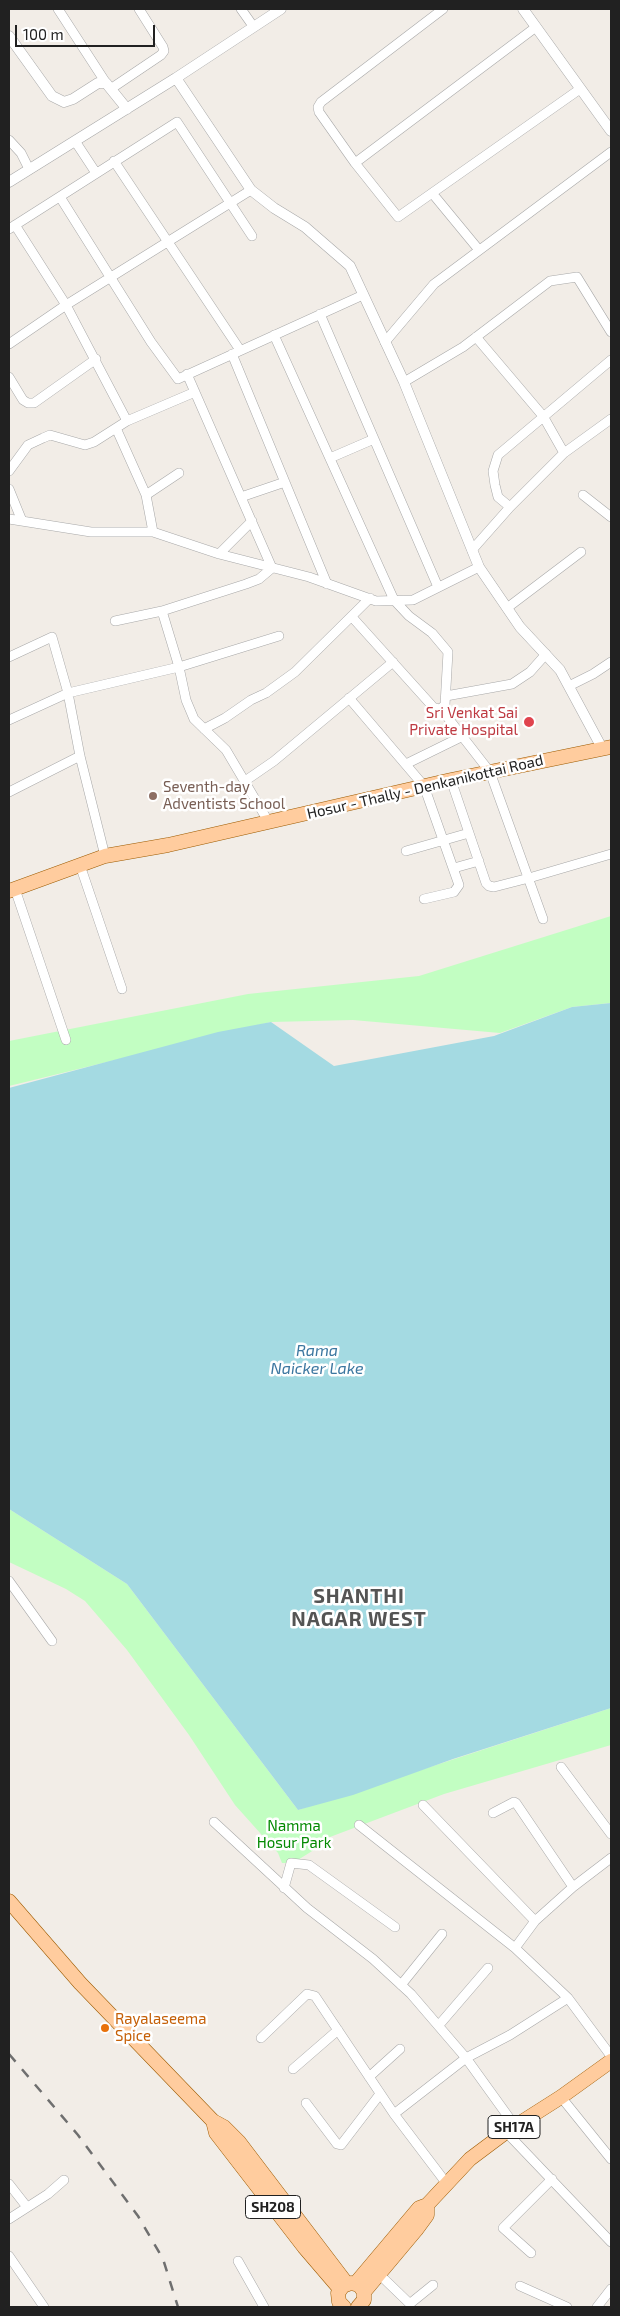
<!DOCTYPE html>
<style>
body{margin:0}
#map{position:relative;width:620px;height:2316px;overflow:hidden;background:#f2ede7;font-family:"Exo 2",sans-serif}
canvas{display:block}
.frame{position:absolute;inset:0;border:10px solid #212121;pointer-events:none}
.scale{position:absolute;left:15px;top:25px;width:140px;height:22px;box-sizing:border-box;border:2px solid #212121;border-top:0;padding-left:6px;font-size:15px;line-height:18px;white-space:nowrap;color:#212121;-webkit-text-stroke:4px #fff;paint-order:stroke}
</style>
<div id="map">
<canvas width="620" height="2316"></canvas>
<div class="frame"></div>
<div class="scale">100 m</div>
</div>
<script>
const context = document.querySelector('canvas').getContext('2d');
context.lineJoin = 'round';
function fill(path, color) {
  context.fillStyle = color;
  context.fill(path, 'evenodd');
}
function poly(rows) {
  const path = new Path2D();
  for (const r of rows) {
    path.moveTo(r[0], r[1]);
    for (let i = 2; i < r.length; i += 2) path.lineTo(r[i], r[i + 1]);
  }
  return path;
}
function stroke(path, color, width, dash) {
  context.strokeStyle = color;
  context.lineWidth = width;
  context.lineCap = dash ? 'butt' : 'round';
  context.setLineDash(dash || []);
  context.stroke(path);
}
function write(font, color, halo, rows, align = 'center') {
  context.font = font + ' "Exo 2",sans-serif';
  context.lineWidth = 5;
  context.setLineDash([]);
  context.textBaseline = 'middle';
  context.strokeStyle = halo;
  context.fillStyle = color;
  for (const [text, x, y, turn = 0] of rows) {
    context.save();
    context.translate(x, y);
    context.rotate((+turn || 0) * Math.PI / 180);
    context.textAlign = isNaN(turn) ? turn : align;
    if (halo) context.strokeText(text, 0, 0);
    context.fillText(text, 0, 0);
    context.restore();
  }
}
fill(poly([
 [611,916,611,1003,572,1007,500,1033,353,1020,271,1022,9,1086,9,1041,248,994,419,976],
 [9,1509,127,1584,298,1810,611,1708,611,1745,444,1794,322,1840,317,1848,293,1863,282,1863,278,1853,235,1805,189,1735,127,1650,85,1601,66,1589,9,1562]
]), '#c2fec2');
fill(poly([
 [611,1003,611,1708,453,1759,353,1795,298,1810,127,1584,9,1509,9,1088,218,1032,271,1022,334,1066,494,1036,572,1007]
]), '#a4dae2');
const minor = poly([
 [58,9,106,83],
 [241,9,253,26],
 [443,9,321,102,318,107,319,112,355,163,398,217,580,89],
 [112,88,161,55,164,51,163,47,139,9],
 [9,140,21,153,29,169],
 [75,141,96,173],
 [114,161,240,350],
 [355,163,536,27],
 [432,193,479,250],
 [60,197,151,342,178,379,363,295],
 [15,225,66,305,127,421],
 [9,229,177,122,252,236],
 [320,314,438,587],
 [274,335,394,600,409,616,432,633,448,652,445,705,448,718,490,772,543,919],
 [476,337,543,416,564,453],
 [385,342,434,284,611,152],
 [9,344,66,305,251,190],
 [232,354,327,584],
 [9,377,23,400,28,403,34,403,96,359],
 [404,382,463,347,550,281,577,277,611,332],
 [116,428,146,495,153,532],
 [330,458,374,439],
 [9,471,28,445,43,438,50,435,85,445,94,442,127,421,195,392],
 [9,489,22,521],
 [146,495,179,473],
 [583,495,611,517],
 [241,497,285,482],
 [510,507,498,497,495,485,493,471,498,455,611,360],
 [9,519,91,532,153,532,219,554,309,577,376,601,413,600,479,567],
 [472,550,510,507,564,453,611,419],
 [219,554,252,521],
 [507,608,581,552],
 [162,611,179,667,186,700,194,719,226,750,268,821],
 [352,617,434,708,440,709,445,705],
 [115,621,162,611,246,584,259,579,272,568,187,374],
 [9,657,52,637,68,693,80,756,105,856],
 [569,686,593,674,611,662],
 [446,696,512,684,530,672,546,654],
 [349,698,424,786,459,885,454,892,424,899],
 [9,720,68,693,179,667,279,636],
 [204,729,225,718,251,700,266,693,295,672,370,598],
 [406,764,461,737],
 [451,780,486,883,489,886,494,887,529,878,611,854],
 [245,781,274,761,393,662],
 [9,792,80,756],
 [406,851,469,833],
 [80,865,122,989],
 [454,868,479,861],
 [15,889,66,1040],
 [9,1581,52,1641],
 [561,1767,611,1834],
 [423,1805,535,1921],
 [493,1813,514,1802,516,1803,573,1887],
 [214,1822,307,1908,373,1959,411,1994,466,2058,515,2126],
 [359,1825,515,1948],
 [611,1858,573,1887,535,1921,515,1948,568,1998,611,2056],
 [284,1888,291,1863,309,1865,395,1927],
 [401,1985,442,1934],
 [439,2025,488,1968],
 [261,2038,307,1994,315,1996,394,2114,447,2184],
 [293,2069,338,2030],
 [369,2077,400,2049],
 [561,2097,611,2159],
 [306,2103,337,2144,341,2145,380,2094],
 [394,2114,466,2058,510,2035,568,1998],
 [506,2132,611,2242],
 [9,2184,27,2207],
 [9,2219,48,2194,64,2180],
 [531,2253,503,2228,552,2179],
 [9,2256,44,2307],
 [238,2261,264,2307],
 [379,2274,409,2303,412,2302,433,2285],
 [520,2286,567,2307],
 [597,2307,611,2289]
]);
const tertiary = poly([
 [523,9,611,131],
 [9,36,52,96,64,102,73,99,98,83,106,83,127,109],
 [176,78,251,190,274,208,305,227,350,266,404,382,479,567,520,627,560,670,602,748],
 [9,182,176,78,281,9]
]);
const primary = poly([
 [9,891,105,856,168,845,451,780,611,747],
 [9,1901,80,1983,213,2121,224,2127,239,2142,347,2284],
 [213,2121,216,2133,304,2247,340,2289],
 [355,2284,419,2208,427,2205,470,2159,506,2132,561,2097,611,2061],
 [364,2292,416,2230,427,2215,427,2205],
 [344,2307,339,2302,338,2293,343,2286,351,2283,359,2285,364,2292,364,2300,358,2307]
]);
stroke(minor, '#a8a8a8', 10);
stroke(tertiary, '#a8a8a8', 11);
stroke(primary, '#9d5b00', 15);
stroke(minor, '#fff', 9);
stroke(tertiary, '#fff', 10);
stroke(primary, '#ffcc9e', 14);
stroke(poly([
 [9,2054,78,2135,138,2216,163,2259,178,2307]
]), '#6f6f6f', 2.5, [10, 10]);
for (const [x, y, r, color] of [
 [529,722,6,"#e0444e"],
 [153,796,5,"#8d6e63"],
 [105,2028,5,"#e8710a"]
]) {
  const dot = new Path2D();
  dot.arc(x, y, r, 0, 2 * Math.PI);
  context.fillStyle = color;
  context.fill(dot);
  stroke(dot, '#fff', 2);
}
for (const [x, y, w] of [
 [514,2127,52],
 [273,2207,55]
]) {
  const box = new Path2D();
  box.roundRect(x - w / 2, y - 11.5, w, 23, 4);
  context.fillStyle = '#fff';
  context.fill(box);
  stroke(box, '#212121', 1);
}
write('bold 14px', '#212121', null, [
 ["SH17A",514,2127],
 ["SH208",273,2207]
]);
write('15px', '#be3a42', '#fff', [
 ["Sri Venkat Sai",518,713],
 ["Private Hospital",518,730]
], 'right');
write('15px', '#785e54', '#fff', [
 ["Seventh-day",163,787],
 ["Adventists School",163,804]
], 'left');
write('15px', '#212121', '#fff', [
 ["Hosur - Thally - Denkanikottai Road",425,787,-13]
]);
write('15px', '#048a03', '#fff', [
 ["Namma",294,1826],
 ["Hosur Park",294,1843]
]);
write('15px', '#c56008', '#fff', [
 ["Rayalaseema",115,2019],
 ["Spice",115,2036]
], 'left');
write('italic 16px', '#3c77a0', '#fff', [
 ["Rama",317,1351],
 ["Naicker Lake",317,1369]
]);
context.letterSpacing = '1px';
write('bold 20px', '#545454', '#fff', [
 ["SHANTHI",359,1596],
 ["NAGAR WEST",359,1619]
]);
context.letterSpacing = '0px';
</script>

-------

Requirement: Your answer must be the lines above from the one containing "context.strokeStyle = color;" to the one containing "context.font = font", both included, restated word for word.

Solution:
  context.strokeStyle = color;
  context.lineWidth = width;
  context.lineCap = dash ? 'butt' : 'round';
  context.setLineDash(dash || []);
  context.stroke(path);
}
function write(font, color, halo, rows, align = 'center') {
  context.font = font + ' "Exo 2",sans-serif';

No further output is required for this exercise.